С этими словами он поник головой, уронив её на грудь, и громко разрыдался, забормотав что–то сквозь слёзы.
– Молится за нас, – прошептала остановившаяся в проходе женщина в тёмном платке и, перекрестившись, двинулась дальше.
Несмотря на безумие, кадык и торчащие из носа волосы, сумасшедший вызвал у меня не отвращение, а какое–то ноющее чувство утраченного покоя. Словно я покинул уютную и родную комнату и оказался вдали от дома на холодном ветру. В каком–то смысле чувство это было куда сильнее отвращения.
Граница производит величественное зрелище: издалека она напоминает полосу плотного тумана, высоко поднимающегося в небо. Туман этот особый: он сух, а не влажен и на ощупь напоминает известняк. С помощью самых современных средств удалось отколоть от него лишь микроскопические пылинки. Природа его до конца не ясна, хотя химики в своих лабораториях и «разобрали» пылинки туманника на обычные элементы. Чем выше от земли, тем разрежённее становится стена и камни начинают парить в воздухе, создавая преграду летательным аппаратам, даже самым микроскопическим. Пространство между камнями не пусто, оно как бы затянуто эластичной невидимой плёнкой, способной пропускать воздушные потоки и носимую ими воду. Почему над «выпавшими в прошлое» территориями не передают сигнал спутники – совершенно неясно. Ведь учёные безоговорочно считают: планета осталась единой, несмотря на смешение времён. Всё также летит она вокруг Солнца и крутится на собственной оси, и осень наступает одновременно в Казани 1258 года и в Омске 1919–го.

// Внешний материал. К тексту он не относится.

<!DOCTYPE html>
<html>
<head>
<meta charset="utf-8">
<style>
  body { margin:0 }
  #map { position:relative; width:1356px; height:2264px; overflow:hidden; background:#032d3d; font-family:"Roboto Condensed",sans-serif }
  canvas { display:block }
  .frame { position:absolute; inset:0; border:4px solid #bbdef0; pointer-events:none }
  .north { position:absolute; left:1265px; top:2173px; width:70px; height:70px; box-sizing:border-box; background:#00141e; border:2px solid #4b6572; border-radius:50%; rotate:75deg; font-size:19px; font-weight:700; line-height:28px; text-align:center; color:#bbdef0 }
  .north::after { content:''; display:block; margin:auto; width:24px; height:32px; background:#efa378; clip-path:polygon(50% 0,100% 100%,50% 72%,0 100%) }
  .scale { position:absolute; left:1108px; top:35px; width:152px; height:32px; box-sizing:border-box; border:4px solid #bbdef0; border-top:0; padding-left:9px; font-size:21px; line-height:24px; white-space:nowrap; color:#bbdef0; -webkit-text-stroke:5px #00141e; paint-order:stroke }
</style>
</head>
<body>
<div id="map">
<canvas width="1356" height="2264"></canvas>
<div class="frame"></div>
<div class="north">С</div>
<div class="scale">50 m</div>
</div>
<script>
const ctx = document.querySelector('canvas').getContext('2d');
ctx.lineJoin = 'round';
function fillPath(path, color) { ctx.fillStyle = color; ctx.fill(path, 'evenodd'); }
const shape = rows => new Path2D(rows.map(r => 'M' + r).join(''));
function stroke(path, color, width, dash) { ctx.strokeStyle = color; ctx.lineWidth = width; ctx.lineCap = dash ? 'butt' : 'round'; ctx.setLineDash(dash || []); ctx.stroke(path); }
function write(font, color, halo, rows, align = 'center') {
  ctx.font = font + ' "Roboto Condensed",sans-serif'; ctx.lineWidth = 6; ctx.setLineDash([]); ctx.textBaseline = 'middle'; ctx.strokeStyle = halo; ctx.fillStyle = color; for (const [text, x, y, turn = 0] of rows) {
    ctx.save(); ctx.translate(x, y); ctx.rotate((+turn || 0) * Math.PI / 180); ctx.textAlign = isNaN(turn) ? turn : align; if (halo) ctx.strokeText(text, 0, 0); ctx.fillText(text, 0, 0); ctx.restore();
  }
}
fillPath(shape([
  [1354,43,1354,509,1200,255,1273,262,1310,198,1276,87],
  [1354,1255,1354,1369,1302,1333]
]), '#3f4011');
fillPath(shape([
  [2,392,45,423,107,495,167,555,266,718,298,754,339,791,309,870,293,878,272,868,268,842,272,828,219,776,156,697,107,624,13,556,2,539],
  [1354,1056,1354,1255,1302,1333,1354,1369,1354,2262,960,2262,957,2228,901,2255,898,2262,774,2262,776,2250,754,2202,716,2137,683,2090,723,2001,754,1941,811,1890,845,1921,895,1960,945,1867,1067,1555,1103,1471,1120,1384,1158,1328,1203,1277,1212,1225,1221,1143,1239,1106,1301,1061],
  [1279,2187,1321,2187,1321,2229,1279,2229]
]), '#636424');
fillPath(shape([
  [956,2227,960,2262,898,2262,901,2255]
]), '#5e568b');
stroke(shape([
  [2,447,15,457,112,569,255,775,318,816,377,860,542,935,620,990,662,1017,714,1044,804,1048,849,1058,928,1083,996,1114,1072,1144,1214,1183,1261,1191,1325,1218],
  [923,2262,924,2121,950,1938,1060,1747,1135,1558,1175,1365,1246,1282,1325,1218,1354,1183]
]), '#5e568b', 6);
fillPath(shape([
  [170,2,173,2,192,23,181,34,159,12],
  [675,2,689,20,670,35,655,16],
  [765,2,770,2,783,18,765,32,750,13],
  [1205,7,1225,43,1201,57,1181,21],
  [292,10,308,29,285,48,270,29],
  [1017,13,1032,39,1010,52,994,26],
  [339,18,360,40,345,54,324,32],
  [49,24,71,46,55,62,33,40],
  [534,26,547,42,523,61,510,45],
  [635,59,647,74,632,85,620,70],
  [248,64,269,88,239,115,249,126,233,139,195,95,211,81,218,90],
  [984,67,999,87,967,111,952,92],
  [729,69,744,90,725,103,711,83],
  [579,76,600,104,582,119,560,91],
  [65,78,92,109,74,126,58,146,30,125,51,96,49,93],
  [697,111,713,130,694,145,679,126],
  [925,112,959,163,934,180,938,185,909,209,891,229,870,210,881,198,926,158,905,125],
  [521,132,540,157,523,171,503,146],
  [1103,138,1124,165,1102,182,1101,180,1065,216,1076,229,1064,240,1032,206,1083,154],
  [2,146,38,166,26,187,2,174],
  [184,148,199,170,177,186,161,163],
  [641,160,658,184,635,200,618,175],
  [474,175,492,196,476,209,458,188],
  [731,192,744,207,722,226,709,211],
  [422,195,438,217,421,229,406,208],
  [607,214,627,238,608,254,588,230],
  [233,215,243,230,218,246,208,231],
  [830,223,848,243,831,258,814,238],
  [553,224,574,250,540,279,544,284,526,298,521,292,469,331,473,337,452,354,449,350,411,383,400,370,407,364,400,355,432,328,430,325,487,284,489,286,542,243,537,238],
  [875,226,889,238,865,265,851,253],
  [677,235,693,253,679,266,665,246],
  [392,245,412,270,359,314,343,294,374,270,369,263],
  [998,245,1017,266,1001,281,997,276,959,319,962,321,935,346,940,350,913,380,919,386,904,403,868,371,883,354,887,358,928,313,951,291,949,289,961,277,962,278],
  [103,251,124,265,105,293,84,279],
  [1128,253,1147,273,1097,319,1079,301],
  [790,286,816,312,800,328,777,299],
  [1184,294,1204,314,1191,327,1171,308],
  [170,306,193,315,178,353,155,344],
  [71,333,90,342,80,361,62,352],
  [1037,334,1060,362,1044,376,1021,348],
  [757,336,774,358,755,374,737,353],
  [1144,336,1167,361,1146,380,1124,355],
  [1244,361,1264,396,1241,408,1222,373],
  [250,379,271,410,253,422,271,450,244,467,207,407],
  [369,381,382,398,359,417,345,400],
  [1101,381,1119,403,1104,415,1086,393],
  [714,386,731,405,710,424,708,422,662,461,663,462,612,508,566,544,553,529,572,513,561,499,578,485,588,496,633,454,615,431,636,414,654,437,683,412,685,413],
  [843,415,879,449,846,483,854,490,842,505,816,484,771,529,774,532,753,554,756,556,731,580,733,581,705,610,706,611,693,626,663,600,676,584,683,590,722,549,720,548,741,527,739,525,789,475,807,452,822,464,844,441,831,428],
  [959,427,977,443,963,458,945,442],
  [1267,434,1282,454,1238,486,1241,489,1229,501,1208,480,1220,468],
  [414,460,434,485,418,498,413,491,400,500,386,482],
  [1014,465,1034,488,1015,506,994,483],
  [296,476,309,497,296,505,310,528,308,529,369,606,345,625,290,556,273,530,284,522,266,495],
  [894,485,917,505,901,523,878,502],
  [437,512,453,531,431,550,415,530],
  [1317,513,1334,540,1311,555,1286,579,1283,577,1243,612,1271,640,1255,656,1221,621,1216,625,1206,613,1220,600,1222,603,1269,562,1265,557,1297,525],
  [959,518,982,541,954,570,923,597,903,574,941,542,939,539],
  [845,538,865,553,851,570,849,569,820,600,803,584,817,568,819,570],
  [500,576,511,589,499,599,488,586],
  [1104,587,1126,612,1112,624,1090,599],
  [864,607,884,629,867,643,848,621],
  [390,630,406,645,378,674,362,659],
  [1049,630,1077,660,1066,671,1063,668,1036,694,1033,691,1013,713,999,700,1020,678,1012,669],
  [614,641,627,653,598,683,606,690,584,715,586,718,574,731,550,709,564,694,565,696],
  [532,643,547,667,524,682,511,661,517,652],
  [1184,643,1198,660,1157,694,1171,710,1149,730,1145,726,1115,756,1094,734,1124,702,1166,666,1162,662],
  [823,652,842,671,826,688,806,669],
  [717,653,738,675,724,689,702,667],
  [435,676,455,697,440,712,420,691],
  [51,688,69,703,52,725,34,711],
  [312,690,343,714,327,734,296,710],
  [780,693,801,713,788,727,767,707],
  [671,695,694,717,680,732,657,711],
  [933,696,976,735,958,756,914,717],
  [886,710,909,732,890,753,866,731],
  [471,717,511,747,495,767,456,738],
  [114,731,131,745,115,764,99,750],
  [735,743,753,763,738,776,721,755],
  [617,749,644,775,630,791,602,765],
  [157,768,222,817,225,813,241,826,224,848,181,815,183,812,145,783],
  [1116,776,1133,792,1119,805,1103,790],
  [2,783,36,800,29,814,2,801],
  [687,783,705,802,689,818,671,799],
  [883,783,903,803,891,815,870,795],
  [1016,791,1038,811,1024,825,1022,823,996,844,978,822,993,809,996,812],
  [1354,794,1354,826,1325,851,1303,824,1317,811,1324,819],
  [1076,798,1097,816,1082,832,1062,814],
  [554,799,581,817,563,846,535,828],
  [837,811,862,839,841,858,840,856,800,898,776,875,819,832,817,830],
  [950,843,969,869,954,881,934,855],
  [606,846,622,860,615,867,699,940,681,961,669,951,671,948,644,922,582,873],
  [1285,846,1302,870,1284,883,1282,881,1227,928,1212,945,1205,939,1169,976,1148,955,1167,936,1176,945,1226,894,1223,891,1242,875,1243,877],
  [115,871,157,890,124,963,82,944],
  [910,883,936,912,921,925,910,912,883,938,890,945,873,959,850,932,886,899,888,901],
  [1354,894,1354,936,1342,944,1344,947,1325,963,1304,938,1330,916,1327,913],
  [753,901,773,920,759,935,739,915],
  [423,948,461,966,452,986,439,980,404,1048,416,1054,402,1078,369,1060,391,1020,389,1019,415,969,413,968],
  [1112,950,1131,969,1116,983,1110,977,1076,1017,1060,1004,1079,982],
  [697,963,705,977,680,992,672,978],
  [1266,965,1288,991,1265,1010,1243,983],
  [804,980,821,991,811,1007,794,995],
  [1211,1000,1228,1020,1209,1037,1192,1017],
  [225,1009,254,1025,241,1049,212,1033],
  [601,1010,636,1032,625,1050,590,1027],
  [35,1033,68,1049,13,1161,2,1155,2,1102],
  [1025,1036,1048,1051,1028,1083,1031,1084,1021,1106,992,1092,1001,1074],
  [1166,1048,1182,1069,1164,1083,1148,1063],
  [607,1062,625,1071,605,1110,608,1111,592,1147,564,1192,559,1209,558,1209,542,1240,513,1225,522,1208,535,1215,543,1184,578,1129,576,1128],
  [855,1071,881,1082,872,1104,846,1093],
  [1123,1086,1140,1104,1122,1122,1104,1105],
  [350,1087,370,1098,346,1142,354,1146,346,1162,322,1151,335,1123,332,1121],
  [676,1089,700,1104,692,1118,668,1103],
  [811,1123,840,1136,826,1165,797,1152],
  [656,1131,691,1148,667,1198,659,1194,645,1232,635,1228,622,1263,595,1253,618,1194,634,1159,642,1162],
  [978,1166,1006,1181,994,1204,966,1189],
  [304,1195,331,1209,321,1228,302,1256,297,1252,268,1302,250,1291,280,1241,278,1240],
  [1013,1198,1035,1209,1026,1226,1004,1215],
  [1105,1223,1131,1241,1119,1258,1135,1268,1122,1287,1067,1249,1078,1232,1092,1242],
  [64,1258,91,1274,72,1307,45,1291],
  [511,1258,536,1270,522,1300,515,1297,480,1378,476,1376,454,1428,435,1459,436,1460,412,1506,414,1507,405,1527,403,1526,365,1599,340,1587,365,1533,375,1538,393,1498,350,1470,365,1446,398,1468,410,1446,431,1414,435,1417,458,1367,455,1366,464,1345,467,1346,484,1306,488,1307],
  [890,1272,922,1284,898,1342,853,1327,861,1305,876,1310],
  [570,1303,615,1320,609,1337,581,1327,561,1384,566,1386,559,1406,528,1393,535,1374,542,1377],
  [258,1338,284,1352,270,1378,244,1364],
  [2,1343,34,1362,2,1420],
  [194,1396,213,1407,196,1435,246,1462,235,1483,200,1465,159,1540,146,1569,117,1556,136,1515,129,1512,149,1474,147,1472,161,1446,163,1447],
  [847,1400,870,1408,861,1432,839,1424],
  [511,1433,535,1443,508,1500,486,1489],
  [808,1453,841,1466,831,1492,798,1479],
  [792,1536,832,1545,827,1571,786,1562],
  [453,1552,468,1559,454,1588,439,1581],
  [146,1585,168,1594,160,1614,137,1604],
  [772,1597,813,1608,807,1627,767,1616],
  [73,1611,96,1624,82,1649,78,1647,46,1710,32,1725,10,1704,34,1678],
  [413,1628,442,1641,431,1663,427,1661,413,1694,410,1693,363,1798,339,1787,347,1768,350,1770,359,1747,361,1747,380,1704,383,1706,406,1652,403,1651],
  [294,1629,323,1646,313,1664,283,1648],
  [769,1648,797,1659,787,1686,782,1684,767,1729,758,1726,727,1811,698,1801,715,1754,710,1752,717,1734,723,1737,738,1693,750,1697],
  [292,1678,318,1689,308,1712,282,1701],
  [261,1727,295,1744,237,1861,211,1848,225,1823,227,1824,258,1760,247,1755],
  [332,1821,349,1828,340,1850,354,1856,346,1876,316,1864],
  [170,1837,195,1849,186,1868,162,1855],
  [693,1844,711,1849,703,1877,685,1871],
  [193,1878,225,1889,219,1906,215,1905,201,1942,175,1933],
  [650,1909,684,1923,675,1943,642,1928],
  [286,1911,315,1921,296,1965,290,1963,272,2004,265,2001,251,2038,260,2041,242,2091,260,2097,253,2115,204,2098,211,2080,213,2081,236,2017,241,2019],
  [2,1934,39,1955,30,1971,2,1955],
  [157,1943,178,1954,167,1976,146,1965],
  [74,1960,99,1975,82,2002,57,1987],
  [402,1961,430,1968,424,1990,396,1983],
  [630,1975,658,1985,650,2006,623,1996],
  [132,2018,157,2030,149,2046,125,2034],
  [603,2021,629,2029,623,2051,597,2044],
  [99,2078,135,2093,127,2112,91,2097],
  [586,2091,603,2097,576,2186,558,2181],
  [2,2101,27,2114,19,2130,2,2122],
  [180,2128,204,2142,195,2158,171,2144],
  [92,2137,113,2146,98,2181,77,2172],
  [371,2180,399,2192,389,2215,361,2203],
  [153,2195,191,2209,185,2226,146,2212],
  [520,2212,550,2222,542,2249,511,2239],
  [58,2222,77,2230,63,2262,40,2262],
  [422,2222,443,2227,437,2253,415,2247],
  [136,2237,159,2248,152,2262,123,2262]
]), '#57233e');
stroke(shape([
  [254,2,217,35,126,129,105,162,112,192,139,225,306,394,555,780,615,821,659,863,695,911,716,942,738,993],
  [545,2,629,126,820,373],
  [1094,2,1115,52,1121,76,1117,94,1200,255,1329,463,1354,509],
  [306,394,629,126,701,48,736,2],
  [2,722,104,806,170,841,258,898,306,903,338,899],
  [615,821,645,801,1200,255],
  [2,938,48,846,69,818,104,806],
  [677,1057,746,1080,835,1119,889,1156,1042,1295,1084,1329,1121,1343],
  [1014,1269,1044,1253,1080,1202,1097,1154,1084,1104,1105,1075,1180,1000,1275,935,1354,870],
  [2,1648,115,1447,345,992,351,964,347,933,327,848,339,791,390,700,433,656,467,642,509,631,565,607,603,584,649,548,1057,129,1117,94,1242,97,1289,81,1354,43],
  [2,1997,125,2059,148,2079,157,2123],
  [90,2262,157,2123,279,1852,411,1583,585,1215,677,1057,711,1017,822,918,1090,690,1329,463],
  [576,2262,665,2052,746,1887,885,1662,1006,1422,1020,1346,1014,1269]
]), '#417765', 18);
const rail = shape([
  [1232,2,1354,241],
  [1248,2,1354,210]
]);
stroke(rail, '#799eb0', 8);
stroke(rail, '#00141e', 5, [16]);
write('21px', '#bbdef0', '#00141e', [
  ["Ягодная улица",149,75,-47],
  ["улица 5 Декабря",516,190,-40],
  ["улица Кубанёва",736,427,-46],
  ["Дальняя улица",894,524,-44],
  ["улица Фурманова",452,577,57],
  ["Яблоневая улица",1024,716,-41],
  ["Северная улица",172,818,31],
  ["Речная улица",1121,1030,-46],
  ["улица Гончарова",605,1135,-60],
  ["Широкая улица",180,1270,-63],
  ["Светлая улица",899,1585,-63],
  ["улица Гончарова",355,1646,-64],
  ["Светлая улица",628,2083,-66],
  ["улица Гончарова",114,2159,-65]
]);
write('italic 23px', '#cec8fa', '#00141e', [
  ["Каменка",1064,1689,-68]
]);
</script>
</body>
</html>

Пройти из одной области в другую можно через таможню: на определённом расстоянии друг от друга (обычно в несколько сот километров) в туманнике остались «дыры» разной величины. Самая большая – Черноморская аномалия: она достигает в высоту десяти тысяч километров и охватывает побережье нескольких стран, оказавшихся в разных эпохах. Самая маленькая из известных – почтовый ящик на Манхеттене: опущенное в него письмо через несколько субъективных минут вываливается из водосточной трубы дома в Красновишерске, районном центре Пермского края. Никакого значения она, в принципе, не имеет: США и Пермь и так в одной временной зоне – с Интернетом и мобильной связью. Обидно лишь, что ушлые американцы зарабатывают на этом деньги, используя дыру как аттракцион, а из российской трубы в американский почтовый ящик сообщения не проходят. Вот и валятся на красновишерскую мостовую открытки с видами Манхеттена, мелкие монетки, письма ни о чём да дешевые плоские сувениры.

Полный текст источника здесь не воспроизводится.